A viragem imprevista da situação mundial em 1947-1948 teria exigido uma redefinição mais radical do projecto da Internacional. Esta questão não resolvida esteve na raiz das dinâmicas centrífugas que o movimento trotskista internacional conheceu então. Ela assombra o Congresso Mundial de 1948, reunido mesmo no início da Guerra Fria, logo a seguir ao "Golpe de Praga", na véspera da ruptura soviético-jugoslava e da vitória da revolução chinesa. Se as apreciações divergiam sobre a possibilidade de rectificação das economias capitalistas, ninguém imaginava ainda a longa prosperidade económica dos "Trinta Gloriosos". Retomando a teoria dos ciclos e das ondas longas (então bem esquecida), Ernest Mandel consagrará a melhor parte da sua obra (o Tratado de Economia Marxista, em 1962, e a Terceira idade do capitalismo, em 1976) a elucidar o segredo desse dinamismo capitalista reencontrado. Quanto à guerra iminente, na véspera da revolução chinesa e da guerra da Coreia, no momento em que a União Soviética está a ponto de possuir a arma atómica, ela não parece um devaneio de Cassandra(1), mas sim uma eventualidade seriamente previsível.

Contudo, as discussões do Congresso abordaram sobretudo os acontecimentos na Europa do Leste e o carácter dos Estados sob tutela soviética. A Guerra Fria empurrava a URSS para a "assimilação estrutural" dos países ocupados, ou seja, a alinhar à força as suas relações sociais com as da União Soviética. A maioria do Congresso considerava estes países como países capitalistas ocupados por uma ditadura policial. Um ano mais tarde, em 1949, eles estão "em vias de assimilação estrutural inacabada". O embaraço da fórmula testemunha uma dificuldade evidente. Entre 1948 e 1950, a situação precipita-se. Em Junho de 1948, a ruptura entre Estaline e Tito torna-se pública. Em reacção aos projectos de federação balcânica, susceptível de afirmar uma independência relativa face ao Kremlin, a assimilação estrutural precisa-se. Em Abril de 1950, Ernest Mandel junta-se à caracterização da Jugoslávia como Estado operário, mas mantém no resto a categoria de "Estados burgueses degenerados". O Partido Comunista chinês continua definido como "um movimento camponês dirigido por estalinistas".

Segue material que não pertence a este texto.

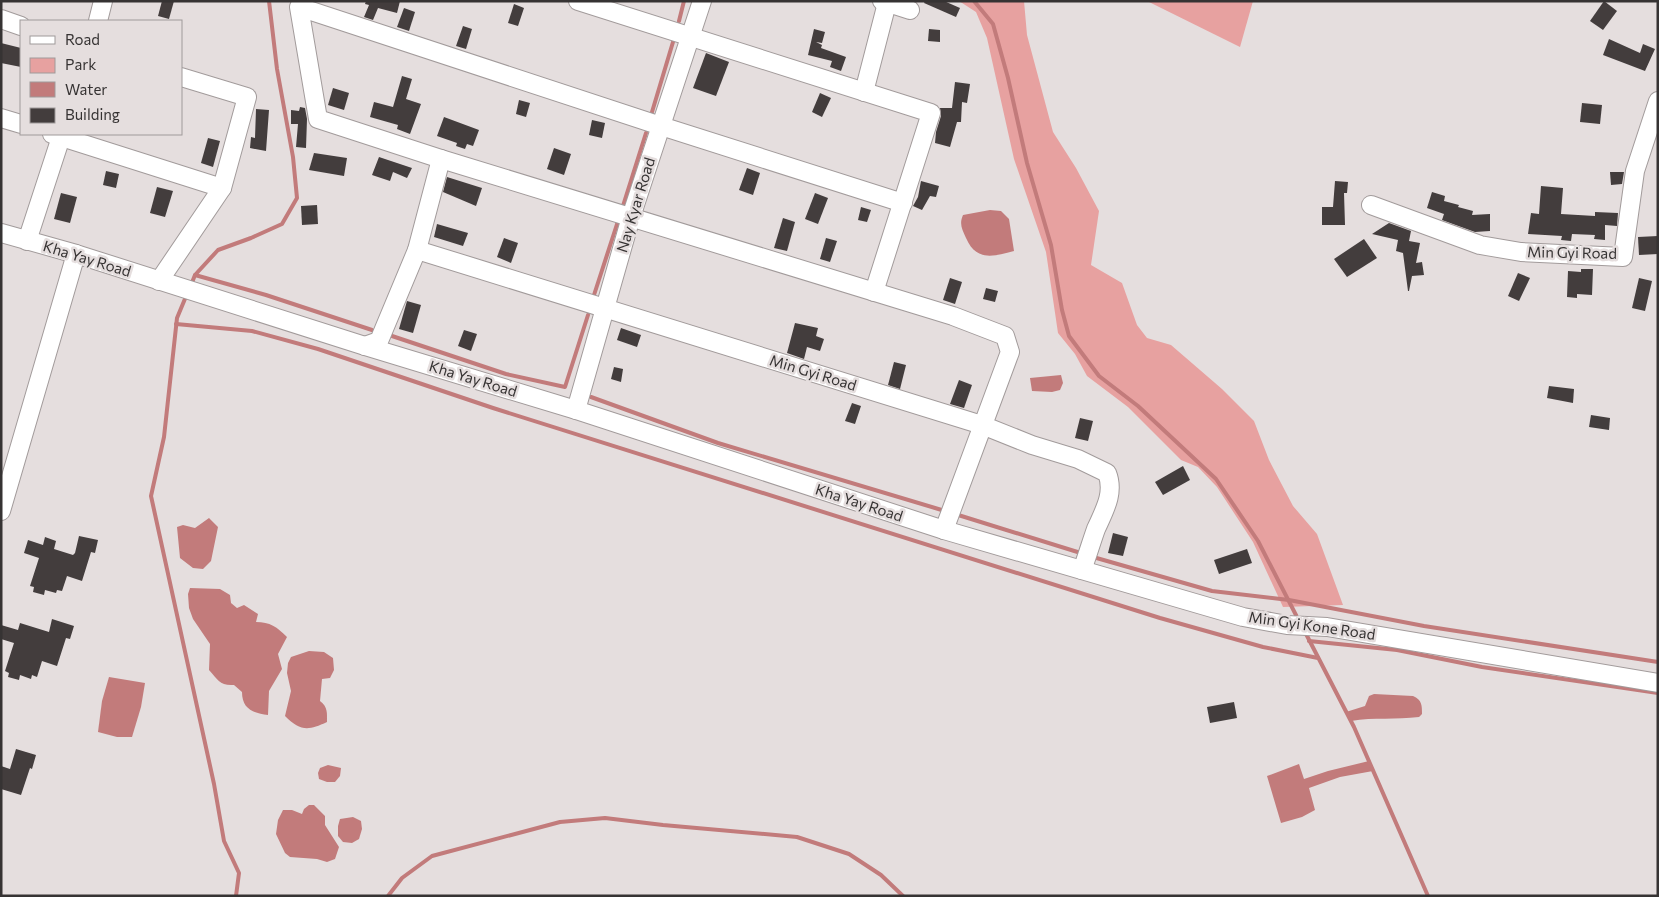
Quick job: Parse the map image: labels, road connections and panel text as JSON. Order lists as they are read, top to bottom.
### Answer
{
  "streets": {
    "street": [
      "Nay Kyar Road",
      "Min Gyi Road",
      "Kha Yay Road",
      "Min Gyi Kone Road"
    ]
  },
  "crossings": [
    ["Nay Kyar Road", "Min Gyi Road"],
    ["Nay Kyar Road", "Kha Yay Road"],
    ["Min Gyi Road", "Min Gyi Kone Road"],
    ["Kha Yay Road", "Min Gyi Kone Road"]
  ],
  "legend": [
    "Road",
    "Park",
    "Water",
    "Building"
  ]
}
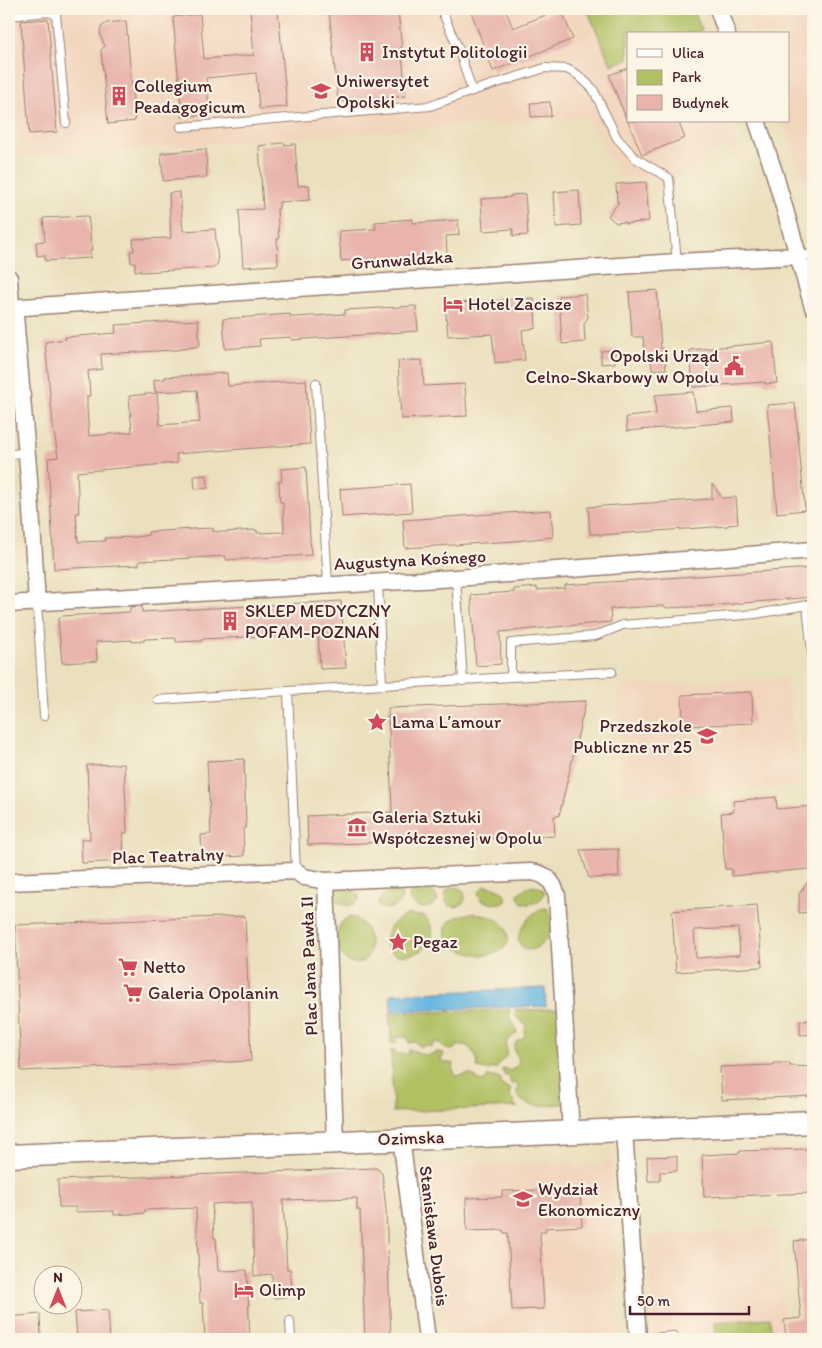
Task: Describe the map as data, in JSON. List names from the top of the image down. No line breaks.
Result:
{"streets":{"main road":["Ozimska"],"street":["Grunwaldzka","Augustyna Kośnego","Plac Teatralny","Plac Jana Pawła II","Stanisława Dubois"]},"crossings":[["Plac Teatralny","Plac Jana Pawła II"],["Plac Jana Pawła II","Ozimska"],["Ozimska","Stanisława Dubois"]],"places":{"building":["Instytut Politologii","Collegium Peadagogicum","SKLEP MEDYCZNY POFAM-POZNAŃ"],"school or university":["Uniwersytet Opolski","Przedszkole Publiczne nr 25","Wydział Ekonomiczny"],"hotel":["Hotel Zacisze","Olimp"],"public building":["Opolski Urząd Celno-Skarbowy w Opolu"],"place":["Lama L’amour","Pegaz"],"museum":["Galeria Sztuki Współczesnej w Opolu"],"supermarket":["Netto","Galeria Opolanin"]},"legend":["Ulica","Park","Budynek"],"scale_bar":"50 m","north":"top"}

Na URSS, os trinta anos decorridos após a revolução provariam a "extraordinária solidez das novas relações sociais". Este julgamento fortemente discutível, traduz bem a perplexidade dos delegados do II Congresso perante a resistência inesperada do regime estalinista, enquanto a "degenerescência e a reacção atingem um nível monstruoso". Uma Europa unida e socialista aparecia como a única alternativa progressista ao plano Marshall e à partilha do continente. O Congresso pronuncia-se então pela unidade incondicional da Alemanha, e pela retirada das tropas soviéticas. Ele considera que Washington prepara a guerra contra a URSS, não para lhe introduzir a democracia política, mas para restaurar o capitalismo. O título do seu Manifesto resume bem a orientação geral do congresso: "Contra Wall Street e o Kremlin!"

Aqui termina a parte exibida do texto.